- Genre: Animated musical adaptation
- Based on: Peanuts by Charles M. Schulz; Snoopy! The Musical by Warren Lockhart; Arthur Whitelaw; Michael Grace; ;
- Written by: Charles M. Schulz
- Directed by: Sam Jaimes
- Voices of: Sean Collins; Ami Foster; Jeremy Miller; Tiffany Billings; Cam Clarke; Kristie Baker; Bill Melendez;
- Music by: Larry Grossman
- Country of origin: United States
- Original language: English
- No. of episodes: 1

Production
- Executive producer: Charles M. Schulz
- Producers: Bill Melendez; Lee Mendelson;
- Running time: 48 minutes
- Production companies: Lee Mendelson Film Productions; Bill Melendez Productions;

Original release
- Network: CBS
- Release: January 29, 1988

Related
- Happy New Year, Charlie Brown! (1986); It's the Girl in the Red Truck, Charlie Brown (1988);

= Snoopy! The Musical (TV special) =

1988 animated television musical of children's movies

Snoopy! The Musical is the 31st prime-time animated TV special based on characters from the Charles M. Schulz comic strip Peanuts. It is an animated adaptation of the musical of the same name, and originally aired on the CBS network on January 29, 1988.

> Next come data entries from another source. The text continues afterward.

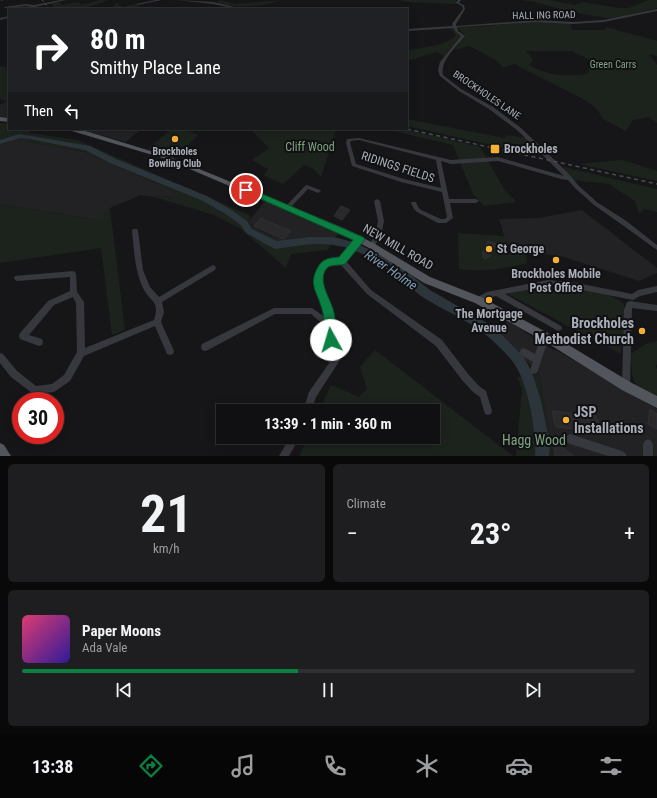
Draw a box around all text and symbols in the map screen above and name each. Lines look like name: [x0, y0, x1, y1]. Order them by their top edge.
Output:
street label: HALL ING ROAD: [512, 9, 576, 21]
text: 80 m: [90, 23, 146, 56]
icon: right: [24, 24, 76, 76]
text: Smithy Place Lane: [90, 57, 221, 78]
park label: Green Carrs: [590, 59, 637, 70]
street label: BROCKHOLES LANE: [451, 68, 523, 122]
icon: left: [61, 100, 83, 122]
text: Then: [24, 102, 53, 120]
marker: Brockholes Bowling Club: [170, 134, 180, 144]
park label: Cliff Wood: [285, 140, 335, 154]
place label: Brockholes: [504, 142, 558, 156]
marker: Brockholes: [489, 143, 501, 155]
place label: Brockholes Bowling Club: [149, 146, 201, 169]
street label: RIDINGS FIELDS: [360, 149, 436, 185]
pin: [229, 173, 263, 207]
icon: arrive: [235, 179, 257, 201]
street label: NEW MILL ROAD: [360, 221, 436, 273]
place label: St George: [497, 242, 545, 256]
marker: St George: [484, 244, 494, 254]
water label: River Holme: [362, 247, 420, 293]
marker: Brockholes Mobile Post Office: [551, 255, 561, 265]
place label: Brockholes Mobile Post Office: [511, 267, 601, 295]
marker: The Mortgage Avenue: [484, 295, 494, 305]
place label: The Mortgage Avenue: [455, 307, 523, 335]
place label: Brockholes Methodist Church: [535, 315, 634, 347]
position arrow: [310, 319, 352, 361]
marker: Brockholes Methodist Church: [637, 326, 647, 336]
speed limit sign: 30: [12, 392, 64, 444]
place label: JSP Installations: [574, 404, 644, 436]
text: 13:39 · 1 min · 360 m: [264, 415, 392, 433]
marker: JSP Installations: [561, 415, 571, 425]
park label: Hagg Wood: [502, 432, 566, 448]
text: 21: [140, 484, 193, 545]
text: Climate: [347, 496, 386, 511]
text: 23°: [470, 516, 512, 551]
text: −: [347, 521, 358, 546]
text: +: [624, 521, 635, 546]
text: km/h: [153, 541, 180, 556]
text: Paper Moons: [82, 622, 161, 640]
text: Ada Vale: [82, 640, 127, 655]
icon: previous: [113, 679, 135, 701]
icon: pause: [317, 679, 339, 701]
icon: next: [522, 679, 544, 701]
icon: directions: [137, 752, 165, 780]
icon: music: [229, 752, 257, 780]
icon: phone: [321, 752, 349, 780]
icon: climate: [413, 752, 441, 780]
icon: car: [505, 752, 533, 780]
icon: filters: [597, 752, 625, 780]
text: 13:38: [32, 756, 73, 777]

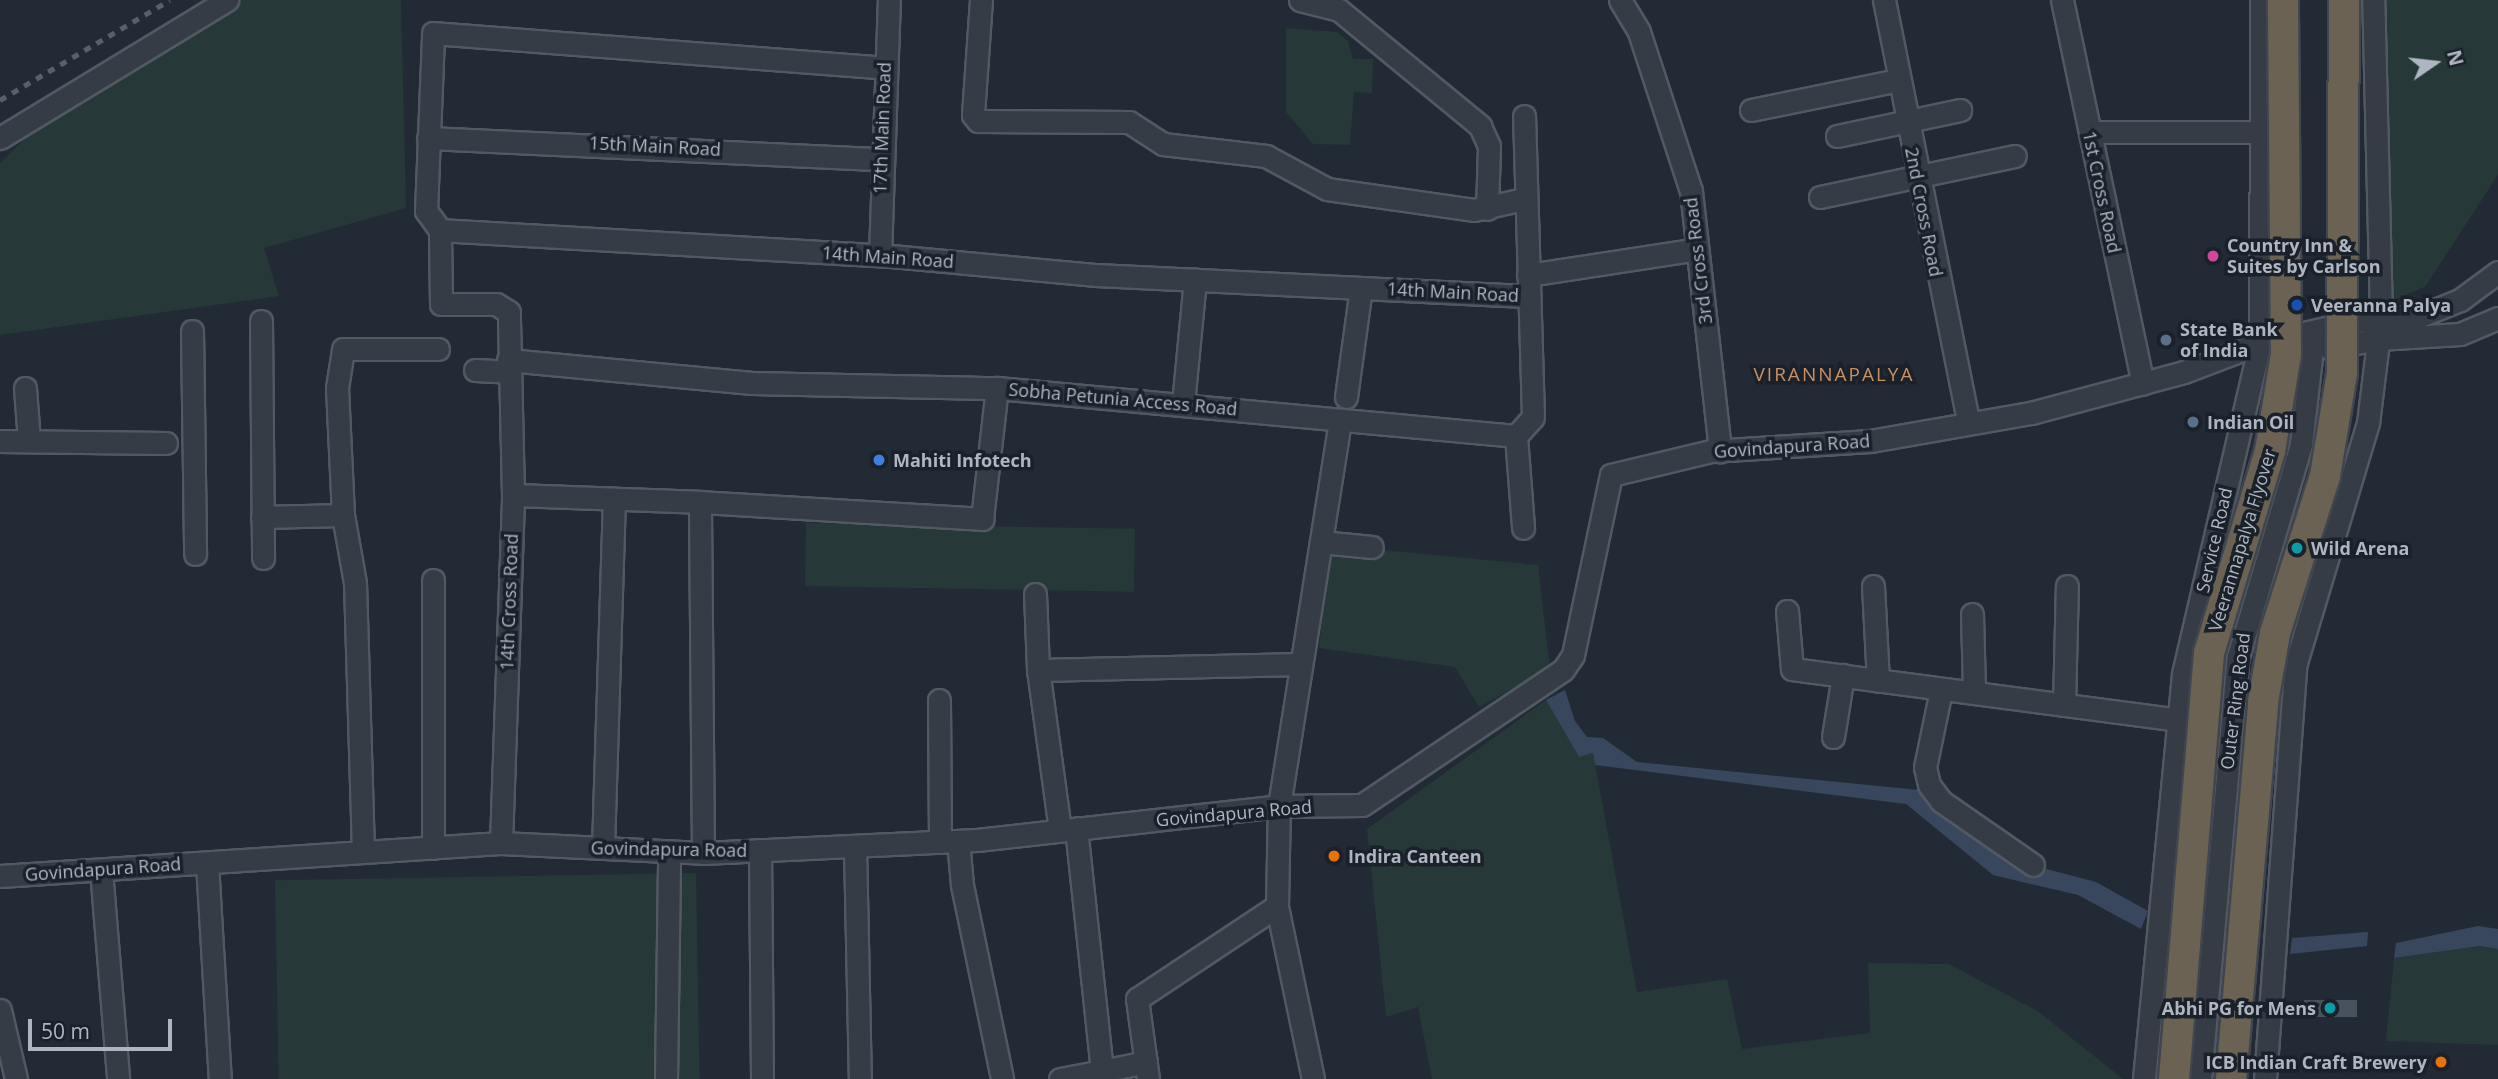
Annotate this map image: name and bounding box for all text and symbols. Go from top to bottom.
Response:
north arrow [2400,28,2470,98]
text: N [2441,47,2470,69]
street label: 17th Main Road [869,62,895,194]
street label: 1st Cross Road [2079,129,2125,255]
street label: 15th Main Road [588,132,722,160]
street label: 2nd Cross Road [1901,145,1947,279]
street label: 3rd Cross Road [1680,196,1716,326]
place label: Country Inn & Suites by Carlson [2227,235,2381,278]
street label: 14th Main Road [821,242,955,272]
marker: Country Inn & Suites by Carlson [2205,248,2221,264]
street label: 14th Main Road [1386,278,1520,306]
place label: Veeranna Palya [2311,294,2451,316]
marker: Veeranna Palya [2289,297,2305,313]
place label: State Bank of India [2180,319,2278,362]
marker: State Bank of India [2158,332,2174,348]
district label: VIRANNAPALYA [1755,364,1913,386]
street label: Sobha Petunia Access Road [1008,378,1238,420]
place label: Indian Oil [2207,411,2294,433]
marker: Indian Oil [2185,414,2201,430]
street label: Govindapura Road [1713,430,1871,462]
street label: Veerannapalya Flyover [2204,446,2280,634]
place label: Mahiti Infotech [893,449,1032,471]
marker: Mahiti Infotech [871,452,887,468]
street label: Service Road [2191,485,2237,595]
street label: 14th Cross Road [496,533,522,671]
place label: Wild Arena [2311,537,2409,559]
marker: Wild Arena [2289,540,2305,556]
street label: Outer Ring Road [2216,631,2254,771]
street label: Govindapura Road [1155,795,1313,831]
street label: Govindapura Road [591,837,747,861]
place label: Indira Canteen [1348,845,1481,867]
marker: Indira Canteen [1326,848,1342,864]
street label: Govindapura Road [24,853,182,885]
place label: Abhi PG for Mens [2162,997,2316,1019]
marker: Abhi PG for Mens [2322,1000,2338,1016]
scale bar [32,1006,175,1050]
text: 50 m [41,1017,90,1045]
place label: ICB Indian Craft Brewery [2205,1051,2427,1073]
marker: ICB Indian Craft Brewery [2433,1054,2449,1070]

This is one of the two musicals in the Peanuts franchise where Snoopy has a speaking voice which only viewers can hear; the other is 1985's You're a Good Man, Charlie Brown.

==Plot==
A series of vignettes are strung together regarding the Peanuts gang. Each vignette has a song that involves various members of the gang (Consisting of Charlie Brown, Lucy, Linus, Sally, Peppermint Patty, Woodstock, and Snoopy)
- "Don't Be Anything Less Than Everything You Can Be" – Charlie Brown, Peppermint Patty, Sally and Linus sing about being the best that you can be, as Snoopy observes.
- "Snoopy's Song" – Snoopy decides to obey his owner more after Lucy almost convinces Charlie to trade him in for a cat.
- "Woodstock's Theme" – a short musical interlude plays as Woodstock wakes up, flies, and falls down with Snoopy commenting on his technique.
- "Edgar Allan Poe" – Peppermint Patty, Lucy, Sally, Linus, Charlie Brown agonize over the teacher calling on them, figuring that no matter what, the teacher will ask them something having to do with Edgar Allan Poe.
- "I Know Now" – Sally, Peppermint Patty and Lucy sing about what they have learned as they have grown up.
- "The Vigil" – Linus once again holds vigil in the pumpkin patch on Halloween night, in hopes that the Great Pumpkin will appear. Snoopy accompanies him, but wears dark glasses so as to prevent anyone from recognizing him.
- "Clouds" – The Peanuts gang lay about in a grassy meadow, talking about what they see in the clouds.
- "The Great Writer" – Snoopy attempts to compose his written masterpiece: "It Was a Dark and Stormy Night".
- "Poor Sweet Baby" – Peppermint Patty and Charlie Brown discuss understanding what love is.
- "The Big Bow-Wow" – Snoopy is selected as Head Beagle, and celebrates by going out on the town, and performing at a stage show.
- "Just One Person" – The Peanuts gang sing an ensemble piece about believing in yourself.

==Cast==
- Tiffany Billings as Lucy van Pelt
- Kristi Baker as Peppermint Patty
- Cam Clarke as Snoopy (when talking and singing)
- Sean Collins as Charlie Brown
- Ami Foster as Sally Brown
- Jeremy Miller as Linus van Pelt
- Bill Melendez as Snoopy (when making his dog sounds) and Woodstock (uncredited)

==Production==
In 1967, Having adapted the musical You're a Good Man, Charlie Brown three years prior, Charles Schulz once again opted to adapt the other musical with the Peanuts gang. Schulz had recently utilized many comic strips for The Charlie Brown and Snoopy Show. Snoopy!!! The Musical marked the first time Snoopy was voiced by Cameron Clarke: Clarke would go on to voice Snoopy in This Is America, Charlie Brown and in the World of Snoopy storybooks.

The song "Poor Sweet Baby" was based on the comic strip on April 8, 1973, and the Broadway version song "Hurry up Face" was based on the comic strip on September 17, 1972.

The idea of Lucy mistaking a potato chip for a butterfly was borrowed from 1969's It Was a Short Summer, Charlie Brown.

Stock footage was used for several sequences:
- Kids leaving school in "Just One Person" is from You're Not Elected Charlie Brown and Be My Valentine, Charlie Brown
- Charlie Brown kissing The Little Red-Haired Girl, flying and landing in his bed is from It's Your First Kiss, Charlie Brown
- Peppermint Patty and Charlie Brown talking under the tree in "Poor Sweet Baby" is from There's No Time for Love, Charlie Brown and It's Arbor Day, Charlie Brown

===Cameos===
- Rerun makes a brief cameo in the song "I Know Now" after Linus upsets him and is confronted by their parents.
- The Cat Next Door appears on screen for the first time, resembling Brutus from the 1977 film Race For Your Life, Charlie Brown.
- The Little Red-Haired Girl, again in the "Heather" version, appears comforting Charlie Brown in the "Poor, Sweet Baby" segment.

== Release ==
===Home media===
While it was released on VHS, it has yet to have an official DVD or Blu-ray release in the U.S.